Se dice que Star Trek se inspiró en el concepto de frontera y «lejano oeste» característico de la cultura norteamericana, pero es difícil explicar toda la serie con tan solo esta idea. Es inevitable suponer que para dotarla de suficiente consistencia se recurriese a la literatura de ciencia-ficción de la reciente época dorada. Una de esas obras pudo ser El viaje del Beagle Espacial (Alfred. B. van Vogt, 1950), donde una tripulación multidisciplinar viaja a bordo de una magnífica astronave a través del cosmos, en una misión que durará varios años y con el objeto de avanzar en el conocimiento. El parecido es evidente.
En la obra de van Vogt se especula imaginando a la Especie Humana explorando el Cosmos y enfrentándose a los insondables misterios que —supuestamente— esconde. Para ello, se argumenta que será necesario utilizar nuevos paradigmas de conocimiento para comprenderlos. Salvo la ausencia de mujeres en la tripulación del Beagle Espacial —toda obra es hija de su tiempo— ambas obras comparten ese mismo mensaje que en el caso de Star Trek quedaba visualmente evidente clasificando a la tripulación por los colores de sus camisetas, integrando de esta manera a oficiales, ingenieros y científicos como un todo, trabajando en cooperación. De esta manera, todo en la serie tenía su justificación y explicación, por llamativo, exótico o pintoresco que pareciera. De hecho, se trataba precisamente de romper viejos prejuicios.

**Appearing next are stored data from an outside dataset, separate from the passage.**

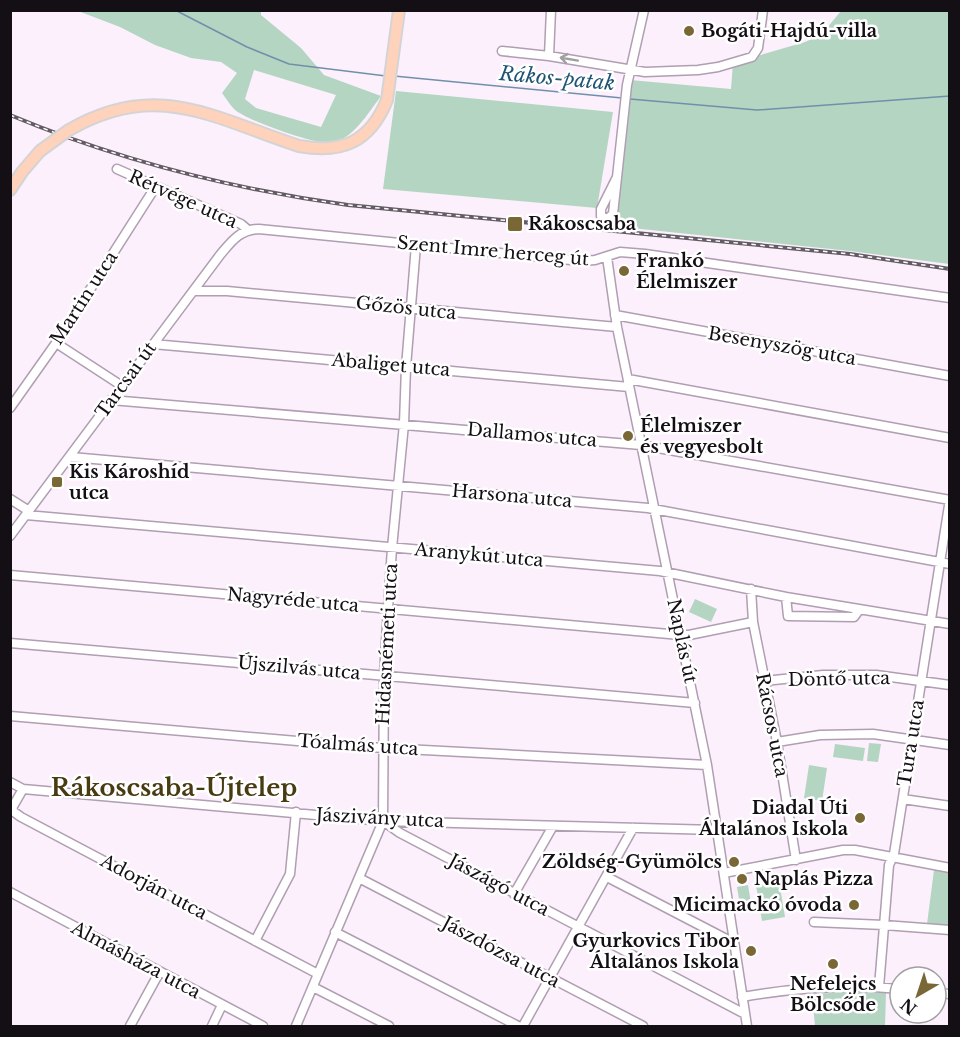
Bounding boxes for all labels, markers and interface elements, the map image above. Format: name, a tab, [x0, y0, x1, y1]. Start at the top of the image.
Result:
place label: Bogáti-Hajdú-villa	[701, 20, 878, 42]
marker: Bogáti-Hajdú-villa	[682, 24, 696, 38]
one-way arrow	[560, 53, 580, 64]
water label: Rákos-patak	[497, 61, 616, 95]
street label: Rétvége utca	[125, 165, 241, 233]
place label: Rákoscsaba	[528, 213, 637, 235]
marker: Rákoscsaba	[506, 215, 524, 233]
street label: Szent Imre herceg út	[396, 232, 590, 270]
street label: Martin utca	[46, 247, 122, 349]
place label: Frankó Élelmiszer	[636, 250, 738, 293]
marker: Frankó Élelmiszer	[617, 264, 631, 278]
street label: Gőzös utca	[355, 292, 457, 324]
street label: Besenyszög utca	[706, 322, 858, 370]
street label: Tarcsai út	[91, 337, 161, 422]
street label: Abaliget utca	[330, 349, 451, 381]
place label: Élelmiszer és vegyesbolt	[640, 414, 763, 458]
street label: Dallamos utca	[466, 418, 598, 452]
marker: Élelmiszer és vegyesbolt	[621, 429, 635, 443]
place label: Kis Károshíd utca	[69, 461, 190, 504]
marker: Kis Károshíd utca	[50, 475, 64, 489]
street label: Harsona utca	[451, 480, 573, 512]
street label: Aranykút utca	[413, 538, 544, 572]
street label: Hidasnémeti utca	[372, 563, 402, 725]
street label: Nagyréde utca	[226, 583, 360, 617]
street label: Naplás út	[662, 597, 702, 685]
street label: Újszilvás utca	[237, 651, 362, 684]
street label: Döntő utca	[788, 667, 890, 691]
street label: Rácsos utca	[751, 671, 793, 779]
street label: Tura utca	[893, 698, 929, 788]
street label: Tóalmás utca	[297, 730, 419, 760]
district label: Rákoscsaba-Újtelep	[51, 772, 297, 802]
place label: Diadal Úti Általános Iskola	[698, 796, 849, 840]
street label: Jászivány utca	[313, 804, 445, 832]
marker: Diadal Úti Általános Iskola	[853, 811, 867, 825]
street label: Jászágó utca	[443, 848, 553, 921]
street label: Adorján utca	[96, 849, 211, 924]
place label: Zöldség-Gyümölcs	[542, 851, 722, 873]
marker: Zöldség-Gyümölcs	[727, 855, 741, 869]
place label: Naplás Pizza	[754, 868, 874, 890]
marker: Naplás Pizza	[735, 872, 749, 886]
place label: Micimackó óvoda	[673, 894, 843, 916]
marker: Micimackó óvoda	[847, 898, 861, 912]
street label: Jászdózsa utca	[437, 911, 564, 992]
street label: Almásháza utca	[67, 916, 204, 1003]
place label: Gyurkovics Tibor Általános Iskola	[572, 930, 740, 973]
marker: Gyurkovics Tibor Általános Iskola	[744, 944, 758, 958]
marker: Nefelejcs Bölcsőde	[826, 957, 840, 971]
north arrow	[888, 965, 948, 1025]
place label: Nefelejcs Bölcsőde	[790, 973, 876, 1016]
text: N	[896, 994, 921, 1019]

La escasez de presupuesto que la siempre reticente Paramount destinaba a la serie, y la precariedad tecnológica que contrastaba con las necesidades de efectos visuales de una serie avanzada a su tiempo, tuvieron como resultado unos escenarios de cartón piedra y escasez de escenas con efectos especiales, que hoy en día se ven muy pobres. Sin embargo, su visionado es soportable gracias a los buenos guiones y a la imaginación con la que se supo suplir la falta de recursos.
El resultado tal vez inesperado de este esfuerzo creativo fue el de la aparición en la pantalla de una serie de artilugios que han perdurado notablemente en el imaginario del género. Destaca sobre todos del «teletransportador» —artefacto que algunos lectores hispanos pudieron conocer gracias a Pascual Enguidanos— usado para evitarse las escenas de aterrizaje y despegue las cuales consumian gran parte del presupuesto. No sólo en la ficción, otros dispositivos que aparecen en la serie se diría que han sido inspiración para sus equivalentes de hoy en día: comunicadores y teléfonos móviles, memorias de almacenamiento y unidades USB, el «tricorder» y dispositivos telemétricos actuales. Incluso se pudo observar a un antecedente —lejano— de los Tablet.
Teniendo en cuenta que han pasado ya más de cuarenta y cinco años, en comparación con la tendencia estética en la ciencia-ficción del momento —trajes con hombreras sicodélicas y trompetillas en orejas o nariz—, se puede dar un aprobado al aspecto de la serie. Incluso el interior de la Enterprise ha sido recreado en series modernas, sin resultar demasiado anacrónico.
Star Trek representa a la ciencia-ficción clásica optimista de los 60 y 70. Una ciencia-ficción de futuros lejanos, en la que el público debía poner de su parte el sentido de la maravilla. Futuros diferentes a los inmediatos del postmodernismo que vendrían décadas después, cuyos efectos especiales dejan muy poco trabajo para la imaginación.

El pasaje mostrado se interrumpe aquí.